Communication link failure

Precious · Post by **Precious** » Sat Nov 19, 2005 6:04 am

Hi all,

The job started at 2:08:56 PM, ran till 4:39:20 PM and then aborted on the following errors:

CUSTOMER_FACT_0000_HASH..TFM1: [Microsoft][ODBC SQL Server Driver][TCP/IP Sockets]ConnectionRead (recv()).

CUSTOMER_FACT_0000_HASH..TFM1: [Microsoft][ODBC SQL Server Driver][TCP/IP Sockets]General network error. Check your network documentation.

CUSTOMER_FACT_0000_HASH..TFM1: [Microsoft][ODBC SQL Server Driver][TCP/IP Sockets]ConnectionRead (recv()).

CUSTOMER_FACT_0000_HASH..TFM1: [Microsoft][ODBC SQL Server Driver][TCP/IP Sockets]General network error. Check your network documentation.

CUSTOMER_FACT_0000_HASH..TFM1: SQLFetch: Error retrieving results from server. 

CUSTOMER_FACT_0000_HASH..TFM1: [Microsoft][ODBC SQL Server Driver]Communication link failure
SQLTransact: Error committing transaction.

OS Client - Windows 2000 Terminal
OS Server - Windows Server 2003 DataCentre Edition
Database - MS SQL Server 2000

The job reads from a MSSQL Server database and writes to a hashfile.
A DRS Stage is being used to read from the database with the array size set at 1,000,000.
This job has run successfully once before, writing out +13,000,000 rows to the hashfile.

Is this a DataStage error, or is it a DataBase error? The DataStage engine and the DataBase server are sitting on the same box.
This was not the only job involved. The other jobs are setup on more or less the same principle. The all failed at different times, but with the same message.

Thanx,

ArndW · Post by **ArndW** » Sat Nov 19, 2005 7:38 am

It seems that something timed out, either the TCP/IP connection or the database commit.

1. What is your commit frequency?
2. Is the problem reproduceable either with number of rows processed within the same job or with a similar runtime for the same job? This might help to see if it is the DB or not.

kcbland · Post by **kcbland** » Sat Nov 19, 2005 8:53 am

The job ran for 2 1/2 hours trying to pull out 13 million rows. Doesn't this seem to be an excessive task? This means for 2 1/2 hours you have an open cursor on 13 million source rows holding all of that data in rollback. This is bad. You need to NOT have that data held that long, I don't care what database you are using. Get the data out faster by writing to a Sequential text file. You'll see that the job flies when not hashing all of that data. Use multiple job instances simultaneously to get different portions of that data into separate text files. You'll find that you have nX faster results because you have more data getting out of the database simultaneously.

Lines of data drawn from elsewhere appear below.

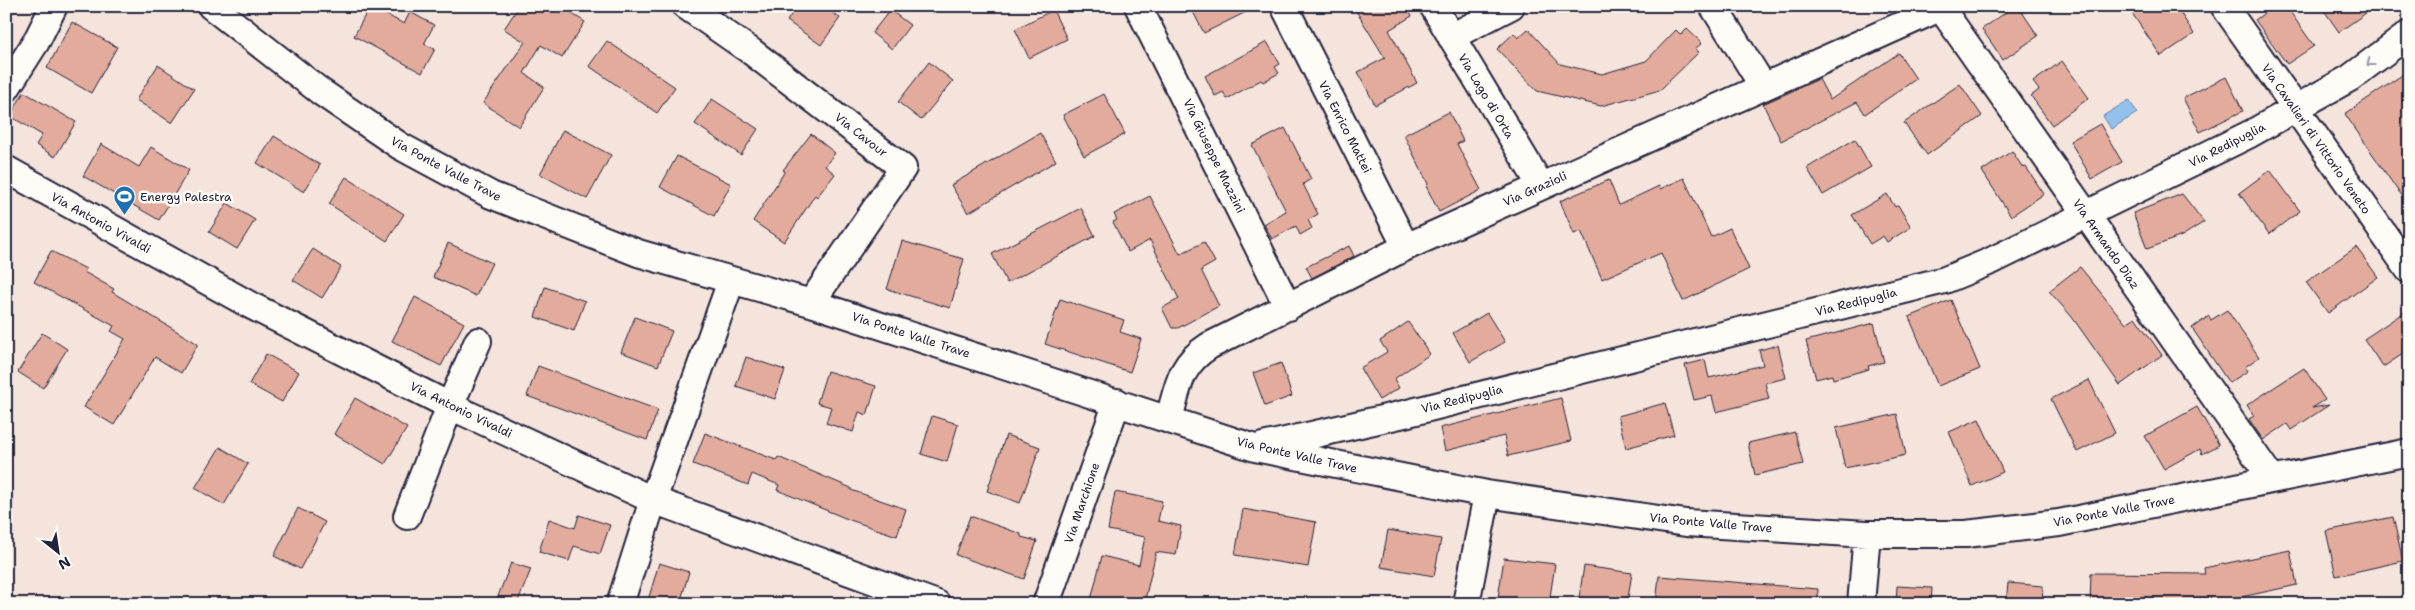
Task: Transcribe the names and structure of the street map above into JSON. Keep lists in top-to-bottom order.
{
  "streets": {
    "street": [
      "Via Lago di Orta",
      "Via Enrico Mattei",
      "Via Cavour",
      "Via Cavalieri di Vittorio Veneto",
      "Via Redipuglia",
      "Via Giuseppe Mazzini",
      "Via Ponte Valle Trave",
      "Via Grazioli",
      "Via Antonio Vivaldi",
      "Via Armando Diaz",
      "Via Marchione"
    ]
  },
  "crossings": [
    ["Via Lago di Orta", "Via Grazioli"],
    ["Via Enrico Mattei", "Via Grazioli"],
    ["Via Cavour", "Via Ponte Valle Trave"],
    ["Via Cavalieri di Vittorio Veneto", "Via Redipuglia"],
    ["Via Redipuglia", "Via Ponte Valle Trave"],
    ["Via Redipuglia", "Via Armando Diaz"],
    ["Via Giuseppe Mazzini", "Via Grazioli"],
    ["Via Ponte Valle Trave", "Via Grazioli"],
    ["Via Ponte Valle Trave", "Via Armando Diaz"],
    ["Via Ponte Valle Trave", "Via Marchione"],
    ["Via Grazioli", "Via Armando Diaz"]
  ],
  "places": {
    "sports": ["Energy Palestra"]
  },
  "north": "bottom right"
}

Now, in another job use the Sequential file stage and in a filter or before transformer/job concatentate all of the text files together. Stream the output into the hash file. Make sure your hash file is under the 2.2 GB limit, otherwise create it as 64BIT. No matter what, set the minimum modulos high enough so that you're not resizing a lot.

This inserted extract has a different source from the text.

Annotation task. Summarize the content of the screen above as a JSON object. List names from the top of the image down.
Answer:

ray.wurlod · Post by **ray.wurlod** » Sat Nov 19, 2005 1:12 pm

It may be sufficient just to concatenate the files together using an operating system command (such as type in Windows or cat in UNIX).
Any reason you can't use the SQL Server bulk loader? If you can, then these text files could serve as the dat files, with no need for additional processing, hashed files, temporary tables, hold areas, etc.

roy · Post by **roy** » Sun Nov 20, 2005 1:49 am

Hi,
As forthe original question.
This usually is caused by 1 of 2 things:
1. A real network problem.
2. You overloaded your machine to the point it couldn't handle the load wothout reaching the timeout.

If this persists due to increase in work load or specific additional work that was running on that specific occasion then your probably dealing with the 2nd case.

Having that said what our experts already said should help you avoid reaching this situation in the first place.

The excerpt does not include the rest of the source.